• [TASK TO CARRY OUT]:
Go through each line of the records below and count those with the word "Freiwillige". Give only the count.

[Collected data entries]

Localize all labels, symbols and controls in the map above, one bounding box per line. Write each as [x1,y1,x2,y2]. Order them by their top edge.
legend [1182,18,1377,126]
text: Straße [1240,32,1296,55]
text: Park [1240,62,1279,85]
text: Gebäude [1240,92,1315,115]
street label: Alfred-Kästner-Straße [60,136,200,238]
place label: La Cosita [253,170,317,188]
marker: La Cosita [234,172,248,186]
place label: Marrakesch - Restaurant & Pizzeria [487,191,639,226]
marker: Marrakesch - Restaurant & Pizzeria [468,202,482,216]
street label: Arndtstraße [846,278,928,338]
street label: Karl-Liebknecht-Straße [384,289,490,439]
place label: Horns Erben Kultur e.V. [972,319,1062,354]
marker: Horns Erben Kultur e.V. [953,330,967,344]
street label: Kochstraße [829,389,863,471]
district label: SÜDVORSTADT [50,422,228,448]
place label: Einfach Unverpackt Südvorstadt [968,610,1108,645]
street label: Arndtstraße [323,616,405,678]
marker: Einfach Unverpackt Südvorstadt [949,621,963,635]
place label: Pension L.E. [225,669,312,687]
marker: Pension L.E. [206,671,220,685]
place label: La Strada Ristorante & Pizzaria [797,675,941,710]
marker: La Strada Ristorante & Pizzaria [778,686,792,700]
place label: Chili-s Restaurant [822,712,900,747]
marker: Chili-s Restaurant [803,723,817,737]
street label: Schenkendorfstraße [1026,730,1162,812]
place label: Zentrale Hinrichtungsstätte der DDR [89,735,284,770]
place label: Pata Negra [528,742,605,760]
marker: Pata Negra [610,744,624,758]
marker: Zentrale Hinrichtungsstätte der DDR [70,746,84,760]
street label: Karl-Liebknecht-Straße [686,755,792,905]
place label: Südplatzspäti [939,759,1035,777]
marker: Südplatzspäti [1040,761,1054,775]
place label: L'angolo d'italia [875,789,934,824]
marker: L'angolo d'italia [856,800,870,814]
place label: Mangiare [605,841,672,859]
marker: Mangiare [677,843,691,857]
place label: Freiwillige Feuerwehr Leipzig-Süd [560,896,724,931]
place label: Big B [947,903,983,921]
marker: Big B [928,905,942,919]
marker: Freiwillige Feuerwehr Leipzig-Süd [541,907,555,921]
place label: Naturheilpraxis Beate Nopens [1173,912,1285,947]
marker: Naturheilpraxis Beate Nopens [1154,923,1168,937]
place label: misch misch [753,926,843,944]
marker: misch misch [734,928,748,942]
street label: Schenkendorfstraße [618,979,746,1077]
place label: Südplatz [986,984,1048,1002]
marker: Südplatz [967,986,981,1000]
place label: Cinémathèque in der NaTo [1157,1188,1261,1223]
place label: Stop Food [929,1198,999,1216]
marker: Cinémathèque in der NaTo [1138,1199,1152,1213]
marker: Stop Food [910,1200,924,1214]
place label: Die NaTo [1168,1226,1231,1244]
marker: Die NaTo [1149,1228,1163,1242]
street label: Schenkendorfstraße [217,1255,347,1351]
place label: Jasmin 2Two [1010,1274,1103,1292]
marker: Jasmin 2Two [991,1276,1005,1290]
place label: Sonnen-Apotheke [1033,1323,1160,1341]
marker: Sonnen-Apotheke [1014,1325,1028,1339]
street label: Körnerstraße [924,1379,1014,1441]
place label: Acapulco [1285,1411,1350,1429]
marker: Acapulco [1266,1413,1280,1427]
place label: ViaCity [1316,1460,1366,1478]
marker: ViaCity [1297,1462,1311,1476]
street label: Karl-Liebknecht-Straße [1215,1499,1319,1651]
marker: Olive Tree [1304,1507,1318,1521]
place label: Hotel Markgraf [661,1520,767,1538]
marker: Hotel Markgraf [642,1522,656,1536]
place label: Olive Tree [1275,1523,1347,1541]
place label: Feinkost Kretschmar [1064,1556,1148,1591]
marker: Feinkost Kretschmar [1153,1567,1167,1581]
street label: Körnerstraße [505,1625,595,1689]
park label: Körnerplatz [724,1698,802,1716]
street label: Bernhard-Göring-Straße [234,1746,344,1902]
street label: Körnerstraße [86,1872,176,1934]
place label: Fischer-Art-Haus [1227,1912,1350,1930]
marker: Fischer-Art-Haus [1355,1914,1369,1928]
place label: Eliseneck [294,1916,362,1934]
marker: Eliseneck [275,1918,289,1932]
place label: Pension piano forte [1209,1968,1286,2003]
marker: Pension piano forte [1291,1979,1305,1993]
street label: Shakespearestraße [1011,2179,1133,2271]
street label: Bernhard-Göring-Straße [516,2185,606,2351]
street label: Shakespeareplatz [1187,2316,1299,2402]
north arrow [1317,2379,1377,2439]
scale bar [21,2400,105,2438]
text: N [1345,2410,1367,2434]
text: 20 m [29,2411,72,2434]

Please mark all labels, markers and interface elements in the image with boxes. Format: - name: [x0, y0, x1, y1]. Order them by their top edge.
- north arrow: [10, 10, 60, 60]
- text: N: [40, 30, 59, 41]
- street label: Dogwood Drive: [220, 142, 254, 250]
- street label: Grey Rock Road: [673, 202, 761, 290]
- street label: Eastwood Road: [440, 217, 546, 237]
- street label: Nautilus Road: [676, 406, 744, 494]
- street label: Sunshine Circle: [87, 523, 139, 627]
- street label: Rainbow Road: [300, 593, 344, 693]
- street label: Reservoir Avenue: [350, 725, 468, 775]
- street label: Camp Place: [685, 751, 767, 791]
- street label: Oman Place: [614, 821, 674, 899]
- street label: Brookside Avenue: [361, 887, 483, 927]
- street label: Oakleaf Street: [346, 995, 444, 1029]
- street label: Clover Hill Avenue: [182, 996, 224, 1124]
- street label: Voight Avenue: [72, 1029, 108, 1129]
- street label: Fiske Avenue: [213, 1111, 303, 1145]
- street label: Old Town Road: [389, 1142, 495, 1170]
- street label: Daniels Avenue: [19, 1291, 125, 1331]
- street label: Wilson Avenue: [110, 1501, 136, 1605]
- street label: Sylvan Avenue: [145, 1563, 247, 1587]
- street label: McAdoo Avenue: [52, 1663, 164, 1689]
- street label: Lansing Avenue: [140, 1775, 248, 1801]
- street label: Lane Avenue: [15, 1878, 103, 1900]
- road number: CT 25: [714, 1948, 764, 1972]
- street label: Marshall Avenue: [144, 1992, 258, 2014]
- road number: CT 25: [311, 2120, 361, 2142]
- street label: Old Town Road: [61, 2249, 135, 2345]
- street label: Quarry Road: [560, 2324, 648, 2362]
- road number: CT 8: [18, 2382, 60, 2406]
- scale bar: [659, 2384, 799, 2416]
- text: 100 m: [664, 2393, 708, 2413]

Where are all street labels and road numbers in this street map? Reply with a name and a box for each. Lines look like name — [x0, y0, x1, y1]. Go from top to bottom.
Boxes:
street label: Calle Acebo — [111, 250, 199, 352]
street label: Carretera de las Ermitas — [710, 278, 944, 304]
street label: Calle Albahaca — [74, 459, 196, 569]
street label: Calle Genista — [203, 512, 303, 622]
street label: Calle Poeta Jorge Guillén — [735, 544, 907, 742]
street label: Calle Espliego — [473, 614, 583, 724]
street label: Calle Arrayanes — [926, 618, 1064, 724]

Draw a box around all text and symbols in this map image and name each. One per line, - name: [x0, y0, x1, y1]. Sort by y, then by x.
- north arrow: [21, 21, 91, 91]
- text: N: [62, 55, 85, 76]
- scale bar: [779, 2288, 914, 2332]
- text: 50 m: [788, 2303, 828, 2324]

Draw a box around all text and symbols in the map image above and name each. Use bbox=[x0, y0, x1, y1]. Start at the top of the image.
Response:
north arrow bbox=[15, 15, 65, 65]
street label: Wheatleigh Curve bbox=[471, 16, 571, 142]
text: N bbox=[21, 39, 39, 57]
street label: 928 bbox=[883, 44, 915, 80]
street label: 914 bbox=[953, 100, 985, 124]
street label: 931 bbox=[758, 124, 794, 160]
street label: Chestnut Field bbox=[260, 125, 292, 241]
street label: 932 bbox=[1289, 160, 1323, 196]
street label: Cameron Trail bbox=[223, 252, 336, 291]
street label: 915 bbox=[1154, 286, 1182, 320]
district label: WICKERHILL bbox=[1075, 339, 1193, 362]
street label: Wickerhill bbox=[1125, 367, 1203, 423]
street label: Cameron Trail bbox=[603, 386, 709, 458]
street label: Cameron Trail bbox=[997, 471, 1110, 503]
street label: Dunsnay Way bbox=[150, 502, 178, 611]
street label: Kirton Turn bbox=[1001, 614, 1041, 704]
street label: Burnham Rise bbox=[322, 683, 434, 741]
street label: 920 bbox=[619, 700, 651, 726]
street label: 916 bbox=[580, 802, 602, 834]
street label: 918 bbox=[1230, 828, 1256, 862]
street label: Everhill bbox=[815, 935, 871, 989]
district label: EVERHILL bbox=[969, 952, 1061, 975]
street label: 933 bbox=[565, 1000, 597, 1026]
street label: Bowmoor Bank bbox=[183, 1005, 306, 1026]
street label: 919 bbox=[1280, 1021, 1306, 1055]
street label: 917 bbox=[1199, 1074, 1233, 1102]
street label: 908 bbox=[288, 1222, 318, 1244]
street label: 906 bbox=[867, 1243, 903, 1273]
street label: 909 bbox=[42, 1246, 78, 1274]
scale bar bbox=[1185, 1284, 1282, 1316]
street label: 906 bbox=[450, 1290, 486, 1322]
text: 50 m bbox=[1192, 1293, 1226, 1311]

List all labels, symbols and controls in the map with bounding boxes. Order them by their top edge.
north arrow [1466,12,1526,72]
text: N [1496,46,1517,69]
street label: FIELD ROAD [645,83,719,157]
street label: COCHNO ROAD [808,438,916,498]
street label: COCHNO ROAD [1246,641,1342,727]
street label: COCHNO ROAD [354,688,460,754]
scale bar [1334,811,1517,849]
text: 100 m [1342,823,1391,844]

• [YOUR SOLUTION]:
2